- Opening Delimiter -

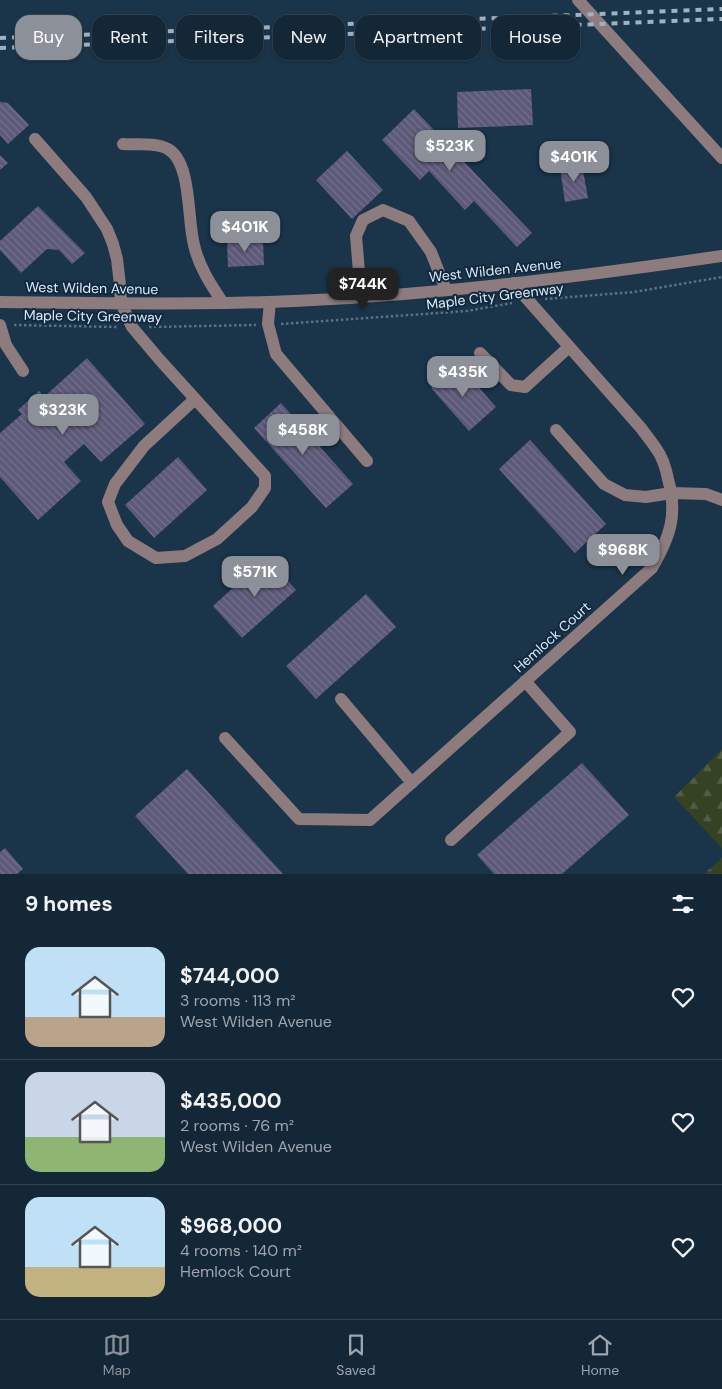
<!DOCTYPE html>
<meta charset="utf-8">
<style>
:root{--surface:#142737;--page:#1d2f3f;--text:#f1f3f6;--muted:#9da5ad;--line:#334452;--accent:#8c9099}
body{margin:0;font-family:"DM Sans",sans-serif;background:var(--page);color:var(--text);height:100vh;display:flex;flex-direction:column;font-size:19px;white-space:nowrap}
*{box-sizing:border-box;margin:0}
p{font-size:16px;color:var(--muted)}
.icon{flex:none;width:28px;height:28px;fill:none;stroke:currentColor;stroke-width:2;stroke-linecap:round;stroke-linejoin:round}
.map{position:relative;height:874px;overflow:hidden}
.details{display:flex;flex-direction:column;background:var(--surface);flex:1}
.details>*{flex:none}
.guide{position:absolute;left:15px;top:15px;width:692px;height:45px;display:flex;gap:10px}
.price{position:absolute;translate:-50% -42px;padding:0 11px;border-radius:10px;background:var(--accent);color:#fff;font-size:16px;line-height:32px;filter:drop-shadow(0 1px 2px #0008)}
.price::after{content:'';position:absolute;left:50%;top:30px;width:15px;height:11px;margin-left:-8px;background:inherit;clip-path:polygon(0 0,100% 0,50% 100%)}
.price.selected{background:#222;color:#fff}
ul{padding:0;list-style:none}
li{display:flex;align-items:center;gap:15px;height:125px;padding:0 25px}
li+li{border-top:1px solid var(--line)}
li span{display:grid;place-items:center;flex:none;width:140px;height:100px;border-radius:15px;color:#555}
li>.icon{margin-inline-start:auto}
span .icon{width:60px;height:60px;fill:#fffc;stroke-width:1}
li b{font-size:21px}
h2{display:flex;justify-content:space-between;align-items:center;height:60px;padding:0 25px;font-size:21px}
.tag{padding:0 18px;border-radius:15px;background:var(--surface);box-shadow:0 1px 4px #0004,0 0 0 1px var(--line);font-size:18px;line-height:45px}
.tag.selected{background:var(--accent);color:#fff}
.tabs{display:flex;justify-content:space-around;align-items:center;height:70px;border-top:1px solid var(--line);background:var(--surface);font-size:14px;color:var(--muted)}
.tabs a{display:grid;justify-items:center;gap:2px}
.tabs .selected{color:var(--accent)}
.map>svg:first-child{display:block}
.forest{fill:url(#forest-firs)}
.building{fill:url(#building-back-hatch)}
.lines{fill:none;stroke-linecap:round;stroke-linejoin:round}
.path{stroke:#5b7184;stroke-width:2.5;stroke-dasharray:2.5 2.5;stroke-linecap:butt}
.minor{stroke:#8d7b7d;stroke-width:12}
.rail{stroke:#9fb2c1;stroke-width:4;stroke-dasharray:6 6;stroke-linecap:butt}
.labels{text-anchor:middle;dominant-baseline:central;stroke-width:4;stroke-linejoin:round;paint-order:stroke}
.street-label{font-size:14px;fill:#dcebf8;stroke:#10293e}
</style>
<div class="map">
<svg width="722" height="874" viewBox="0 0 722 874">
<defs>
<pattern id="forest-firs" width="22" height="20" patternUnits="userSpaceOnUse" patternTransform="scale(1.25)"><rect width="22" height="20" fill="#364224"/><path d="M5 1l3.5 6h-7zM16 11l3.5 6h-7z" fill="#525d45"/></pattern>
<pattern id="building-back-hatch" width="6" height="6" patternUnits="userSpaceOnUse" patternTransform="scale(1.25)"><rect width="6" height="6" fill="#5d5978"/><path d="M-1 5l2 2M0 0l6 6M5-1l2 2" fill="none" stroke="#74718c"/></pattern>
</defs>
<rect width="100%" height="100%" fill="#1a3449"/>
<path class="forest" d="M722,749V848L674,797Z
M722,858V874H704Z"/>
<path class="building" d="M531,89L533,125L458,128L457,92Z
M0,102L8,103L29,125L8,144L0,135Z
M414,109L532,233L517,247L474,201L465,210L429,171L420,180L382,140Z
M347,151L383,190L352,219L316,180Z
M0,155L8,163L0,170Z
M582,165L588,198L565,202L560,168Z
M38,206L85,253L72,264L59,250L47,249L21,273L0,250V241Z
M263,240L264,265L228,267L227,241Z
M87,358L145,424L101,462L84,444L64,462L81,481L38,520L0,477V433L22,414L18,410L39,391L44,397Z
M458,364L496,407L469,431L431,388Z
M281,403L353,484L326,508L254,428Z
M530,440L606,524L575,553L499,469Z
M178,457L207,490L154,538L125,505Z
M267,557L296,590L242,638L213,606Z
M366,594L396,627L316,699L286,666Z
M582,763L629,815L562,874H494L477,855Z
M187,769L283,874H188L135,816Z
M5,848L23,869L17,874H0V852Z"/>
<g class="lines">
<path class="path" d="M545,299L634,292L722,277
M281,324L467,311L512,303
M14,325L118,327
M149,327L256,325"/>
<path class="minor" d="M578,0L722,158
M35,139L86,197L107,229L113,244L117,259L120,285L121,303L132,327L159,359L265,476V488L252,507L217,539L185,556L156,558L128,541L117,525L108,502L115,484L144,446L195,399
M123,144C136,145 155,142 168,149C192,163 187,219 194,245C199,267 211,285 223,303
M361,296L356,236L363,220L383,210L409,221L431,252L446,290
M0,302C89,303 179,305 268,302C420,297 571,278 722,256
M270,302L268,324L276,354L367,461
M0,325L6,345L23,371
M480,353L511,385L525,387L569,347
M556,430L604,484L625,495L646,497L671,493L706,494L722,500
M341,699L412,783
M225,738L299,819L370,820L652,568C670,537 678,515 668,479C666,469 663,458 657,450C652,442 646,435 641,428L513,283
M451,840L570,732L525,681"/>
<path class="rail" d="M0,38L722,9
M0,48L722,19"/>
</g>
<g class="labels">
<g class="street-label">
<text transform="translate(495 270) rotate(-6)">West Wilden Avenue</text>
<text transform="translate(92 288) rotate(1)">West Wilden Avenue</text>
<text transform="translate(495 296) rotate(-7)">Maple City Greenway</text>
<text transform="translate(93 316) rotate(1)">Maple City Greenway</text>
<text transform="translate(552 637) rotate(-42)">Hemlock Court</text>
</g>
</g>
</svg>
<b class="price" style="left:450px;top:172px">$523K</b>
<b class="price" style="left:574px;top:183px">$401K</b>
<b class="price" style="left:245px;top:253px">$401K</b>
<b class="price selected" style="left:363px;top:310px">$744K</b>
<b class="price" style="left:463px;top:398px">$435K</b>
<b class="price" style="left:63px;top:436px">$323K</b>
<b class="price" style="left:303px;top:456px">$458K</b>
<b class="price" style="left:623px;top:576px">$968K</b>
<b class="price" style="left:255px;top:598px">$571K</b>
<div class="guide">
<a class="tag selected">Buy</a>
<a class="tag">Rent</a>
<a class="tag">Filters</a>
<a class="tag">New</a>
<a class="tag">Apartment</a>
<a class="tag">House</a>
</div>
</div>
<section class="details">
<h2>9 homes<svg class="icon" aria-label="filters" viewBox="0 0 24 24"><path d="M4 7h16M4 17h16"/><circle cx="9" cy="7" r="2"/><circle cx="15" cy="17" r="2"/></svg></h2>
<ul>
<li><span style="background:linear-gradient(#bfe0f5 70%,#b9a48a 0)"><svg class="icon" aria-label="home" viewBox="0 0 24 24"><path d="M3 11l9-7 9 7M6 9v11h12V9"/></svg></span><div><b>$744,000</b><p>3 rooms · 113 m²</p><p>West Wilden Avenue</p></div><svg class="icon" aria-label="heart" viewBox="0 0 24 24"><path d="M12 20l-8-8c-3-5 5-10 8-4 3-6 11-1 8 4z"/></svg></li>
<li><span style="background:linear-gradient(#c9d6e8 65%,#8fb573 0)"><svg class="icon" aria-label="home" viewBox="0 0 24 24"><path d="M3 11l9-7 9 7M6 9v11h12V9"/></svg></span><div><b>$435,000</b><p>2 rooms · 76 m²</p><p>West Wilden Avenue</p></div><svg class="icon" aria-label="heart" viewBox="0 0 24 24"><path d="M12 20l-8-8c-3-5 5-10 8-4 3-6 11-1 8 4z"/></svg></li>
<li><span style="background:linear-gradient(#bfe0f5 70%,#c2b280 0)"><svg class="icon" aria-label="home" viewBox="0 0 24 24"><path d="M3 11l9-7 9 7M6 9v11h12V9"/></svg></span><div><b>$968,000</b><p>4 rooms · 140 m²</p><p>Hemlock Court</p></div><svg class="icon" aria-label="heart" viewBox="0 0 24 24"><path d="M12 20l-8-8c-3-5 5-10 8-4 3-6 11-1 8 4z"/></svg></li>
</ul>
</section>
<nav class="tabs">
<a class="selected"><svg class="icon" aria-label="map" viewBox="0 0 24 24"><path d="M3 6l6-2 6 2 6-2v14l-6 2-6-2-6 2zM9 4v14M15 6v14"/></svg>Map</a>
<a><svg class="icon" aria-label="saved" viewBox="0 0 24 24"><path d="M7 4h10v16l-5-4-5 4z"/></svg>Saved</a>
<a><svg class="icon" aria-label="home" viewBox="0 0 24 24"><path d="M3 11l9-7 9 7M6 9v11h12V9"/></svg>Home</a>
</nav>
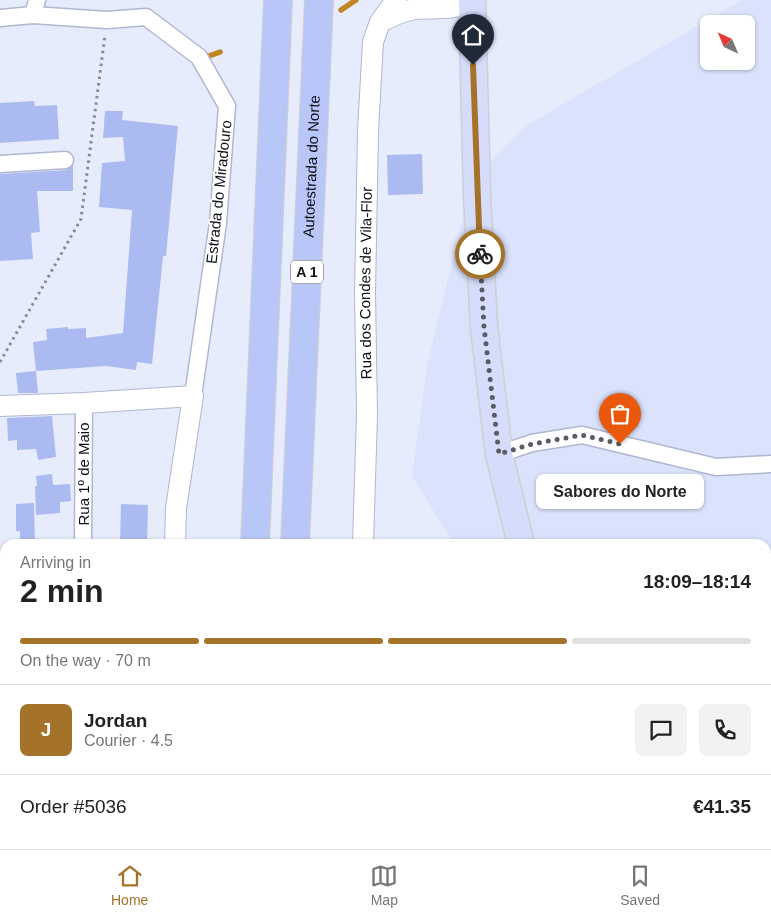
<!DOCTYPE html>
<meta charset="utf-8">
<style>
:root{--surface:#fff;--page:#f2f2f2;--text:#222;--muted:#767676;--line:#e0e0e0;--accent:#a57229}
body{margin:0;font-family:Arial,sans-serif;background:var(--page);color:var(--text);height:100vh;display:flex;flex-direction:column;font-size:19px;white-space:nowrap}
*{box-sizing:border-box;margin:0}
p{font-size:16px;color:var(--muted)}
.icon{flex:none;width:28px;height:28px;fill:none;stroke:currentColor;stroke-width:2;stroke-linecap:round;stroke-linejoin:round}
.map{position:relative;flex:1;overflow:hidden}
.sheet{position:absolute;left:0px;top:539px;width:771px;height:311px;display:flex;flex-direction:column;background:var(--surface);border-radius:15px 15px 0 0;box-shadow:0 1px 4px #0004}
.sheet>*{flex:none}
.needle{width:32px;rotate:316deg}
.controls{position:absolute;left:700px;top:15px;display:grid;gap:10px}
.controls a{display:grid;place-items:center;width:55px;height:55px;border-radius:8px;background:var(--surface);box-shadow:0 1px 4px #0004;font-size:25px}
.pin{position:absolute;display:grid;place-items:center;width:42px;height:42px;color:#fff;margin:-51px -21px;border-radius:50% 50% 50% 0;rotate:-45deg;box-shadow:0 0 5px #0007}
.pin .icon{rotate:45deg}
.courier{position:absolute;display:grid;place-items:center;width:50px;height:50px;margin:-25px;border:4px solid #a57229;border-radius:50%;background:#fff;color:#222;box-shadow:0 1px 6px #0007}
.bubble{position:absolute;height:35px;border-radius:8px;background:var(--surface);box-shadow:0 1px 4px #0004;font-size:16px;font-weight:600;line-height:35px;text-align:center}
.head em{font-style:normal;font-weight:600}
.head div{display:flex;flex-direction:column-reverse}
.head{display:flex;align-items:center;justify-content:space-between;height:85px;padding:0 20px}
h1{font-size:32px;font-weight:600;line-height:38px}
.bar{display:grid;grid-template-columns:repeat(4,1fr);gap:8px 5px;align-content:center;height:60px;padding:0 20px}
.bar i{height:6px;border-radius:4px;background:var(--line)}
.bar .current{background:var(--accent)}
.bar p{grid-column:span 4}
.line{display:flex;align-items:center;gap:12px;padding:0 20px;border-top:1px solid var(--line)}
.line div{flex:1}
.round{display:grid;place-items:center;flex:none;width:52px;height:52px;border-radius:8px;background:var(--page)}
.dock{display:flex;justify-content:space-around;align-items:center;height:70px;border-top:1px solid var(--line);background:var(--surface);font-size:14px;color:var(--muted)}
.dock a{display:grid;justify-items:center;gap:2px}
.dock .current{color:var(--accent)}
.map>svg:first-child{display:block}
</style>
<div class="map">
<svg width="771" height="849" viewBox="0 0 771 849">
<rect width="100%" height="100%" fill="#e7ecfc"/>
<path fill="#dae2fc" fill-rule="evenodd" d="M 742,0 L 771,0 L 771,849 L 639,849 L 637,845 L 766,845 L 766,544 L 454,544 L 412,476 L 427,366 L 472,180 L 529,124 ZM 709,24 L 746,24 L 746,61 L 709,61 Z"/>
<g fill="none" stroke-linecap="round" stroke-linejoin="round">
<g stroke="#c38424" stroke-width="5.5">
<path d="M 341,10 L 356,0"/>
<path d="M 209,56 L 220,52"/>
<path d="M 766,776 L 771,775"/>
</g>
</g>
<g fill="#abbbf1">
<path d="M 34,101 L 35,106 L 57,105 L 59,139 L 0,143 L 0,103 Z"/>
<path d="M 105,111 L 123,111 L 122,120 L 178,126 L 166,256 L 163,256 L 152,364 L 137,362 L 136,370 L 106,366 L 36,371 L 33,342 L 47,340 L 46,329 L 68,327 L 68,329 L 86,328 L 86,338 L 123,333 L 132,210 L 99,207 L 102,163 L 125,161 L 123,137 L 103,138 Z"/>
<path d="M 422,154 L 423,194 L 388,195 L 387,155 Z"/>
<path d="M 73,165 L 73,191 L 37,191 L 40,232 L 31,233 L 33,259 L 0,261 L 0,174 L 66,170 Z"/>
<path d="M 36,371 L 38,393 L 18,393 L 16,373 Z"/>
<path d="M 52,416 L 56,457 L 38,460 L 36,449 L 17,450 L 17,440 L 8,441 L 7,418 Z"/>
<path d="M 52,474 L 53,485 L 70,484 L 71,501 L 60,502 L 60,513 L 36,515 L 35,486 L 37,486 L 36,476 Z"/>
<path d="M 34,503 L 35,544 L 20,544 L 20,531 L 16,531 L 16,504 Z"/>
<path d="M 121,504 L 148,505 L 147,544 L 120,544 Z"/>
</g>
<g fill="none" stroke-linecap="round" stroke-linejoin="round">
<g stroke="#b0b7d0" stroke-width="19">
<g id="minor">
<path d="M 33,15 L 37,0"/>
<path d="M 0,18 L 33,15 L 107,20 L 146,17 L 199,57 L 227,106 L 218,223 L 193,396"/>
<path d="M 0,164 L 65,160"/>
<path d="M 499,454 L 532,443 L 582,435 L 716,467 L 771,464"/>
<path d="M 83,544 L 84,403"/>
<path d="M 766,670 L 771,669"/>
<path d="M 0,794 L 5,793"/>
<path d="M 83,845 L 83,849"/>
<path d="M 626,849 L 628,845"/>
</g>
</g>
<g stroke="#b0b7d0" stroke-width="22">
<g id="tertiary">
<path d="M 381,22 C 392,16 402,11 415,9 C 432,7 455,12 469,0"/>
<path d="M 0,406 L 84,403 L 193,396 L 176,508 L 175,544"/>
<path id="s1" d="M 363,544 L 367,415 L 365,293 L 368,131 L 373,42 L 380,22 L 396,0"/>
</g>
</g>
<g stroke="#cfcfd1" stroke-width="29">
<g id="primary">
<path d="M 472,0 L 477,196 L 484,327 L 499,454 L 521,544"/>
<path d="M 654,845 L 656,849"/>
</g>
</g>
<g stroke="#cfcfd1" stroke-width="30">
<g id="motorway">
<path d="M 255,544 L 278,0"/>
<path id="s2" d="M 295,544 L 319,0"/>
<path d="M 225,849 L 225,845"/>
<path d="M 269,849 L 269,845"/>
</g>
</g>
<g stroke="#868996" stroke-width="3" stroke-dasharray="2.5 4" stroke-linecap="butt">
<path d="M 0,362 L 81,219 L 105,35"/>
<path d="M 9,845 L 9,849"/>
</g>
<use href="#minor" stroke="#fff" stroke-width="16"/>
<use href="#tertiary" stroke="#fff" stroke-width="20"/>
<use href="#primary" stroke="#d5ddfb" stroke-width="26"/>
<use href="#motorway" stroke="#b9c7f8" stroke-width="28"/>
</g>
<g fill="none" stroke-linecap="round" stroke-linejoin="round">
<path stroke="#595c67" stroke-width="5" stroke-dasharray="0 9" d="M 480,254 L 484,327 L 499,454 L 532,444 L 582,435 L 620,444"/>
<path stroke="#a57229" stroke-width="6" d="M 473,65 L 480,254"/>
</g>
<g text-anchor="middle" stroke-width="4" stroke-linejoin="round" paint-order="stroke">
<rect fill="#fff" stroke="#56575d" stroke-width="1" x="291" y="260.5" width="32" height="23" rx="4"/>
<g font-size="14" font-weight="bold" fill="#0d0f17">
<text x="307" y="277">A 1</text>
</g>
<g font-size="15" fill="#0d0f17" stroke="#fff">
<text dy="5" stroke="none"><textPath href="#s2" startOffset="378">Autoestrada do Norte</textPath></text>
<text transform="translate(219 192) rotate(-84)" y="5">Estrada do Miradouro</text>
<text dy="5" stroke="none"><textPath href="#s1" startOffset="261">Rua dos Condes de Vila-Flor</textPath></text>
<text transform="translate(84 474) rotate(-90)" y="5">Rua 1º de Maio</text>
</g>
</g>
</svg>
<div class="controls">
<a><svg class="needle" viewBox="-14 -14 28 28"><path d="M0-13l5 13h-10z" fill="#e53935"/><path d="M0 13l5-13h-10z" fill="#767676"/></svg></a>
</div>
<div class="pin" style="left:620px;top:444px;background:#ea580c"><svg class="icon" aria-label="bag" viewBox="0 0 24 24"><path d="M5 8h14l-1 12H6zM9 8a3 3 0 0 1 6 0"/></svg></div>
<div class="pin" style="left:473px;top:65px;background:#1f2937"><svg class="icon" aria-label="home" viewBox="0 0 24 24"><path d="M3 11l9-7 9 7M6 9v11h12V9"/></svg></div>
<div class="courier" style="left:480px;top:254px"><svg class="icon" aria-label="bike" viewBox="0 0 24 24"><circle cx="6" cy="16" r="4"/><circle cx="18" cy="16" r="4"/><path d="M6 16l4-8h5l3 8M10 8l3 8H6M13 5h3"/></svg></div>
<div class="bubble" style="left:536px;top:474px;width:168px">Sabores do Norte</div>
<section class="sheet">
<div class="head"><div><h1>2 min</h1><p>Arriving in</p></div><em>18:09–18:14</em></div>
<div class="bar"><i class="current"></i><i class="current"></i><i class="current"></i><i></i><p>On the way · 70 m</p></div>
<div class="line" style="height:90px"><b class="round" style="background:var(--accent);color:#fff">J</b><div><b>Jordan</b><p>Courier · 4.5</p></div><a class="round"><svg class="icon" aria-label="chat" viewBox="0 0 24 24"><path d="M4 5h16v11H9l-5 4z"/></svg></a><a class="round"><svg class="icon" aria-label="phone" viewBox="0 0 24 24"><path d="M5 4h4l2 5-3 2q2 4 5 5l2-3 5 2v4C11 20 4 13 5 4z"/></svg></a></div>
<div class="line" style="height:65px"><div>Order #5036</div><b>€41.35</b></div>
</section>
</div>
<nav class="dock">
<a class="current"><svg class="icon" aria-label="home" viewBox="0 0 24 24"><path d="M3 11l9-7 9 7M6 9v11h12V9"/></svg>Home</a>
<a><svg class="icon" aria-label="map" viewBox="0 0 24 24"><path d="M3 6l6-2 6 2 6-2v14l-6 2-6-2-6 2zM9 4v14M15 6v14"/></svg>Map</a>
<a><svg class="icon" aria-label="saved" viewBox="0 0 24 24"><path d="M7 4h10v16l-5-4-5 4z"/></svg>Saved</a>
</nav>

- Closing Delimiter -

REQUIRED WORK: Return, unchanged, the run of lines above that opens with the line containing "M347,151L383,190L352,219L316,180Z" and closes with the line containing "M225,738L299,819L370,820L652,568C670,537 678,515 668,479C666,469". Include both.

OUTPUT OF THE TASK:
M347,151L383,190L352,219L316,180Z
M0,155L8,163L0,170Z
M582,165L588,198L565,202L560,168Z
M38,206L85,253L72,264L59,250L47,249L21,273L0,250V241Z
M263,240L264,265L228,267L227,241Z
M87,358L145,424L101,462L84,444L64,462L81,481L38,520L0,477V433L22,414L18,410L39,391L44,397Z
M458,364L496,407L469,431L431,388Z
M281,403L353,484L326,508L254,428Z
M530,440L606,524L575,553L499,469Z
M178,457L207,490L154,538L125,505Z
M267,557L296,590L242,638L213,606Z
M366,594L396,627L316,699L286,666Z
M582,763L629,815L562,874H494L477,855Z
M187,769L283,874H188L135,816Z
M5,848L23,869L17,874H0V852Z"/>
<g class="lines">
<path class="path" d="M545,299L634,292L722,277
M281,324L467,311L512,303
M14,325L118,327
M149,327L256,325"/>
<path class="minor" d="M578,0L722,158
M35,139L86,197L107,229L113,244L117,259L120,285L121,303L132,327L159,359L265,476V488L252,507L217,539L185,556L156,558L128,541L117,525L108,502L115,484L144,446L195,399
M123,144C136,145 155,142 168,149C192,163 187,219 194,245C199,267 211,285 223,303
M361,296L356,236L363,220L383,210L409,221L431,252L446,290
M0,302C89,303 179,305 268,302C420,297 571,278 722,256
M270,302L268,324L276,354L367,461
M0,325L6,345L23,371
M480,353L511,385L525,387L569,347
M556,430L604,484L625,495L646,497L671,493L706,494L722,500
M341,699L412,783
M225,738L299,819L370,820L652,568C670,537 678,515 668,479C666,469 663,458 657,450C652,442 646,435 641,428L513,283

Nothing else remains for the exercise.